Uploading Data

Upload data to collections with automatic schema validation

This tutorial covers uploading data to collections, including schema validation, data sources, and upload workflows.

Introduction

Uploading data to a collection involves:

Setting a data source: Tell the collection where to find your data
Prevalidation: The collection validates your data against its schema
Upload: Validated files are uploaded to the collection

The schema acts as a quality gate - it ensures only properly structured data enters your collection.

What is a Schema?

A schema defines the expected structure of data in a collection. It specifies:

What files and folders are expected
Which items are required vs optional
Patterns for matching files (e.g., report_\d+\.pdf)
Occurrence constraints (min/max occurrences)

Schemas as Quality Gates

The primary purpose of schemas is to act as quality gates for data ingestion. They ensure:

Data Integrity: Only data matching the expected structure is accepted
Consistency: All data in a collection follows the same organizational pattern
Early Detection: Problems are caught before upload, not after
Documentation: The schema documents what data structure is expected

python

from miura import Nexus
from miura.logging import get_logger

logger = get_logger(__name__)

with Nexus() as nexus:
    # Create collection with schema (quality gate)
    project = nexus.create_project("my-project")
    
    # Schema defines: "We expect files matching report_\\d+\\.pdf"
    schema = [
        {
            "pattern": "report_\\d+\\.pdf",
            "min_occurrence": 1,  # At least one report file required
            "max_occurrence": None  # No maximum limit
        }
    ]
    
    collection = project.create_collection(
        name="reports",
        schema=schema
    )
    
    # Upload data - schema validates before upload
    from miura.sdk import LocalDataSource
    datasource = LocalDataSource("data/reports")
    upload_result = collection.upload(datasource=datasource)
    
    # If data doesn't match schema, validation fails
    if upload_result.files_failed > 0:
        logger.warning("Some files failed validation against schema")
        for error in upload_result.errors:
            logger.error(f"Validation error: {error}")
    # Nexus automatically closes when exiting the with block

Benefits of Schema-Based Quality Gates

Prevents Bad Data: Invalid files are rejected before upload
Enforces Standards: Ensures all data follows the same structure
Clear Expectations: Schema documents what data is acceptable
Automated Validation: No manual checking needed

Simple Upload Workflow

python

import asyncio
from pathlib import Path
from miura.api import AsyncNexus
from miura.sdk import LocalDataSource
from miura.logging import get_logger

logger = get_logger(__name__)

async def basic_upload():
    async with AsyncNexus() as nexus:
        # Get project and collection
        project = await nexus.get_project("my-project")
        collection = await project.get_collection("my-collection")
        
        # Create data source
        data_path = Path("data/my-simulation")
        datasource = LocalDataSource(str(data_path))
        
        # Upload data
        logger.info("Uploading data...")
        from miura.sdk import UploadMode
        
        upload_result = await collection.upload(
            datasource=datasource,
            mode=UploadMode.APPEND
        )
        
        logger.info(f"Upload completed:")
        logger.info(f"  Files uploaded: {upload_result.files_uploaded}")
        logger.info(f"  Files failed: {upload_result.files_failed}")
        logger.info(f"  Total size: {upload_result.total_size:,} bytes")

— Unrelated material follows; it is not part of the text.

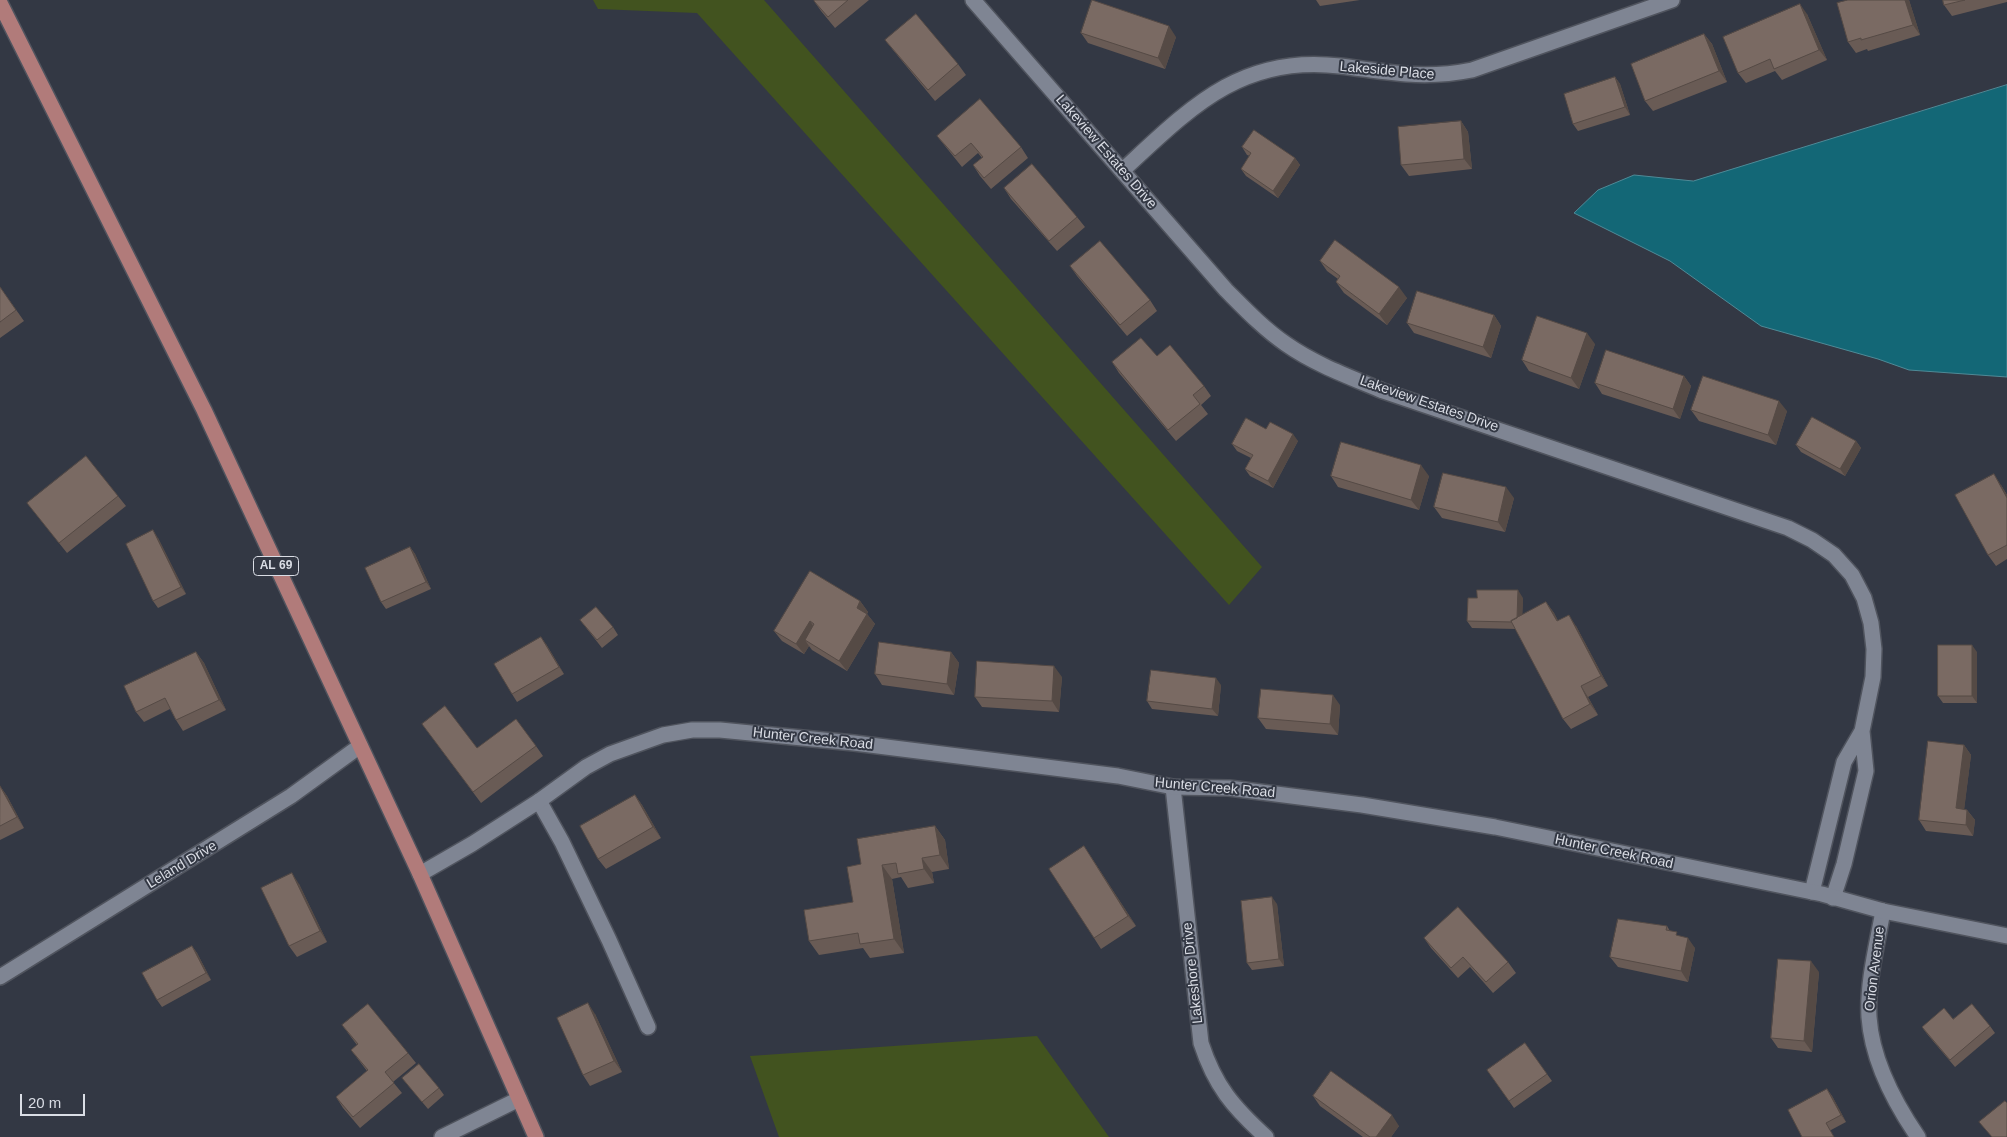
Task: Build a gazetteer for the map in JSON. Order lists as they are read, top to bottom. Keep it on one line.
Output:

asyncio.run(basic_upload())

Upload with Versioning

Create a new version for each upload

from miura.sdk import UploadMode

upload_result = await collection.upload( datasource=datasource, mode=UploadMode.REPLACE # Replaces all existing items )

logger.info(f"Upload ID: {upload_result.upload_id}")

Local Data Source

Upload from a local directory:

python

from miura.sdk import LocalDataSource

# Create local data source
data_path = Path("data/my-simulation")
datasource = LocalDataSource(str(data_path))

# Check data source
logger.info(f"Data source: {datasource.path}")
logger.info(f"Files: {datasource.get_file_count()}")
logger.info(f"Total size: {datasource.get_size_bytes():,} bytes")

Data Source Information

python

datasource = LocalDataSource("data/my-simulation")

# Get file count
file_count = datasource.get_file_count()
logger.info(f"Files to upload: {file_count}")

# Get file list
files = datasource.get_file_list()
for file in files[:10]:  # Show first 10
    logger.info(f"  - {file}")

Upload Workflow

Complete Upload Process

The upload process consists of several steps:

Set Data Source: Tell the collection where to find data
Prevalidation: Validate data against schema
Upload: Upload validated files

python

async def complete_upload_process():
    async with AsyncNexus() as nexus:
        project = await nexus.get_project("my-project")
        collection = await project.get_collection("my-collection")
        
        # Step 1: Create data source
        logger.info("=== Step 1: Creating Data Source ===")
        data_path = Path("data/my-simulation")
        if not data_path.exists():
            logger.error(f"Data path not found: {data_path}")
            return
        
        datasource = LocalDataSource(str(data_path))
        logger.info(f"Data source: {datasource.path}")
        logger.info(f"Files: {datasource.get_file_count()}")
        
        # Step 2: Upload (includes prevalidation)
        logger.info("=== Step 2: Uploading Data ===")
        logger.info("Prevalidation will occur automatically...")
        
        upload_result = await collection.upload(
            datasource=datasource,
            mode=UploadMode.APPEND
        )
        
        # Step 3: Check results
        logger.info("=== Step 3: Upload Results ===")
        logger.info(f"Status: {upload_result.status}")
        logger.info(f"Files uploaded: {upload_result.files_uploaded}")
        logger.info(f"Files failed: {upload_result.files_failed}")
        logger.info(f"Total size: {upload_result.total_size:,} bytes")
        
        # Check for validation errors
        if upload_result.files_failed > 0:
            logger.warning("Some files failed validation:")
            for error in upload_result.errors:
                logger.error(f"  - {error}")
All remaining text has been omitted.